*Exercise instructions*. Show every line in the records below that contains the word "Masjid".

****************************************

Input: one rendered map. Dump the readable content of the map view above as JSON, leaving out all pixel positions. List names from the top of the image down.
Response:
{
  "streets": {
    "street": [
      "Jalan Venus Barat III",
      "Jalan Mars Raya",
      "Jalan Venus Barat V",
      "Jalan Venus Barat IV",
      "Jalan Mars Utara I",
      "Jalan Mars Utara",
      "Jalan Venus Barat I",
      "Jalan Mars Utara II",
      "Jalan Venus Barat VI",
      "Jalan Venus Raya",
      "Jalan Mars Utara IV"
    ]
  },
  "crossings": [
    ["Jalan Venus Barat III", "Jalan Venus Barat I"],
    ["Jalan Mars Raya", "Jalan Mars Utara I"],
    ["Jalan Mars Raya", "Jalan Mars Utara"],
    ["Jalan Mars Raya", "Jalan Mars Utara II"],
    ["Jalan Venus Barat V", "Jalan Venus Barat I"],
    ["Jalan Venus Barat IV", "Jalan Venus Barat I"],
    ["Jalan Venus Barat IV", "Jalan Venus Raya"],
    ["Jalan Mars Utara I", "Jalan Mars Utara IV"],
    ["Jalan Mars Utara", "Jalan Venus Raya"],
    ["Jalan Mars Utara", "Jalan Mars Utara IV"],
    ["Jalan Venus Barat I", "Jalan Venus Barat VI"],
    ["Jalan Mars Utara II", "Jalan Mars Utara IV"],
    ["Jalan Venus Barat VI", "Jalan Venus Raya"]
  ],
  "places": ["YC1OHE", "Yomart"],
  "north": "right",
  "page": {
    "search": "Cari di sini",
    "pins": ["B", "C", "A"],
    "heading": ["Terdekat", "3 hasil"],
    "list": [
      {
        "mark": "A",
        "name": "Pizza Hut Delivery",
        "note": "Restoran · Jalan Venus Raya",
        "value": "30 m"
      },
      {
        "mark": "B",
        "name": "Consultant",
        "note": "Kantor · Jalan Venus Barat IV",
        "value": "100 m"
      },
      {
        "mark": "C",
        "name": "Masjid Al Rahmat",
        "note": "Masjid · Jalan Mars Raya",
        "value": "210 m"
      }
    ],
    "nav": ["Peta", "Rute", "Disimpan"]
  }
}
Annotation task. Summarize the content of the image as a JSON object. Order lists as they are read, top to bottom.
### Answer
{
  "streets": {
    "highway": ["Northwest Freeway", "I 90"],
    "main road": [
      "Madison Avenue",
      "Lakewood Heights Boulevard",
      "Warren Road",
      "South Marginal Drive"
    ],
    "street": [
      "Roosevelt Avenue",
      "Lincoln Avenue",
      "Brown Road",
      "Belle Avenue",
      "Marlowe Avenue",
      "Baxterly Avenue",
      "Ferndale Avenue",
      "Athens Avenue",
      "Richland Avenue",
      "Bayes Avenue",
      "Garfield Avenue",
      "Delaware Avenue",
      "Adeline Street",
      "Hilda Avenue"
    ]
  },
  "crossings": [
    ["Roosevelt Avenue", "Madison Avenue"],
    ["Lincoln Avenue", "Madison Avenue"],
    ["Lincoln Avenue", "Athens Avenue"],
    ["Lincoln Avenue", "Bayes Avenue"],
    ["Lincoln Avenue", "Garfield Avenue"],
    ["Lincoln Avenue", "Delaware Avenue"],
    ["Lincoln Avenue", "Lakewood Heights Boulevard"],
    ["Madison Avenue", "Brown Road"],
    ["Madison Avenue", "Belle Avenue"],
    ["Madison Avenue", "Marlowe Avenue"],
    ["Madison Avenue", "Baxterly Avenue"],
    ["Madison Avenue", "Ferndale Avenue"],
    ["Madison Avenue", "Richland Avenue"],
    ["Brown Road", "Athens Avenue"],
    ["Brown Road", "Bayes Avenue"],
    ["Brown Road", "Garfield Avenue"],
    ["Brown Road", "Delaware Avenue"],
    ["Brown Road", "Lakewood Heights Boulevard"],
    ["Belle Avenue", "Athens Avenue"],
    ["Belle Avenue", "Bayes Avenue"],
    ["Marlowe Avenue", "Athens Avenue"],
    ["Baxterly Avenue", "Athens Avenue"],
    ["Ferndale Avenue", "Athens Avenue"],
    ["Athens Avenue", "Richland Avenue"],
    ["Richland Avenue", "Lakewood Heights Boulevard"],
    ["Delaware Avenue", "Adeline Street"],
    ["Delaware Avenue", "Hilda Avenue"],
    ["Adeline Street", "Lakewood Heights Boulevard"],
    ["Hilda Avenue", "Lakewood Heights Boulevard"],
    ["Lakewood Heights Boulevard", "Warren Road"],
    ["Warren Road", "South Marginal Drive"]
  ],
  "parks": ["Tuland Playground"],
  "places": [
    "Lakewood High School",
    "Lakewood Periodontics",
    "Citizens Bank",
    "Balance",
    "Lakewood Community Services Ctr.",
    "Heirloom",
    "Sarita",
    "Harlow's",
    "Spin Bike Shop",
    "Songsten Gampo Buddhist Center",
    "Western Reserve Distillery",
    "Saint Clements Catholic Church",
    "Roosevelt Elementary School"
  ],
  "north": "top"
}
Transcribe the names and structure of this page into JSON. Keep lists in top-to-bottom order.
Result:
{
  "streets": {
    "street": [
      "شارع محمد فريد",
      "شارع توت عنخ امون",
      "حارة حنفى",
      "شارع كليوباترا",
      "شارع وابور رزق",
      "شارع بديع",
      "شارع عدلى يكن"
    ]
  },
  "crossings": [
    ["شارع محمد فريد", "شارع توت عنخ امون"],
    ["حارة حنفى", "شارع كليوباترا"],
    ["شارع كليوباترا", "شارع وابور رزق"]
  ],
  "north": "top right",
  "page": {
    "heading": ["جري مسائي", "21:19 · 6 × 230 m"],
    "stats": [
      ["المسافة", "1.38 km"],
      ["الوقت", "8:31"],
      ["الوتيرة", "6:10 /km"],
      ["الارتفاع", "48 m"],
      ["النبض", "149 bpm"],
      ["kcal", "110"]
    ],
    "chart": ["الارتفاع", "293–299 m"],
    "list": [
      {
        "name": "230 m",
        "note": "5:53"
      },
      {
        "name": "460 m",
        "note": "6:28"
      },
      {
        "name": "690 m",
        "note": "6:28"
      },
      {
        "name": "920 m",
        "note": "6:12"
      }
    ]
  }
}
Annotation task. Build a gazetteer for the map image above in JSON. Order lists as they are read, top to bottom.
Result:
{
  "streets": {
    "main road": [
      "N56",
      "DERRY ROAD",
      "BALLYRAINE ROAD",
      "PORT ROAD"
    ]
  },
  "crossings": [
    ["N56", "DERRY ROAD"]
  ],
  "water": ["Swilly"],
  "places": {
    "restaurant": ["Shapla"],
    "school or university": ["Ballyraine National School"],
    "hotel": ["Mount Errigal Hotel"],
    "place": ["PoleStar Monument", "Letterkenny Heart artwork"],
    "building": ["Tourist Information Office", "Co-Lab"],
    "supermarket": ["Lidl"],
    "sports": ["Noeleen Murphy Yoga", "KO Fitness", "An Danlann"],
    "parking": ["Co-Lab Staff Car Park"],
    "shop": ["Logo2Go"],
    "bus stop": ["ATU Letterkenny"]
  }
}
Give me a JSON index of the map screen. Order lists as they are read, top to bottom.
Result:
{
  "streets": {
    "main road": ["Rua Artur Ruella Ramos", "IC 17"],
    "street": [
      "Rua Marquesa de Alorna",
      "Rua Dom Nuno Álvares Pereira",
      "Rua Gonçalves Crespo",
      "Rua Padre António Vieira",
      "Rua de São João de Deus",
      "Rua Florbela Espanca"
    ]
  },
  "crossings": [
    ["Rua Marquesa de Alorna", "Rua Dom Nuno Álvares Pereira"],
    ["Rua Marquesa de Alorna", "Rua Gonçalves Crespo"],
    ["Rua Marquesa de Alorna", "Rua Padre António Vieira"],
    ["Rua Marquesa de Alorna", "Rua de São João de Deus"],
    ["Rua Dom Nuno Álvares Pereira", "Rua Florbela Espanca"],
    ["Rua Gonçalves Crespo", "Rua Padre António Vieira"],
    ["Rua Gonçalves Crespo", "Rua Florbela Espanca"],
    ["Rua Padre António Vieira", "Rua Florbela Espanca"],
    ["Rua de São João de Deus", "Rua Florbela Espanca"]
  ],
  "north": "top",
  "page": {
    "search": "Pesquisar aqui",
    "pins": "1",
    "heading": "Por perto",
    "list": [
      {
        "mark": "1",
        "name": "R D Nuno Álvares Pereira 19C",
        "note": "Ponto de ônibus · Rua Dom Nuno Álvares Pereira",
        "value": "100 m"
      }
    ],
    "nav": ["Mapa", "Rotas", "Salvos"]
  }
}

****************************************

*Exercise result*.
        "name": "Masjid Al Rahmat",
        "note": "Masjid · Jalan Mars Raya",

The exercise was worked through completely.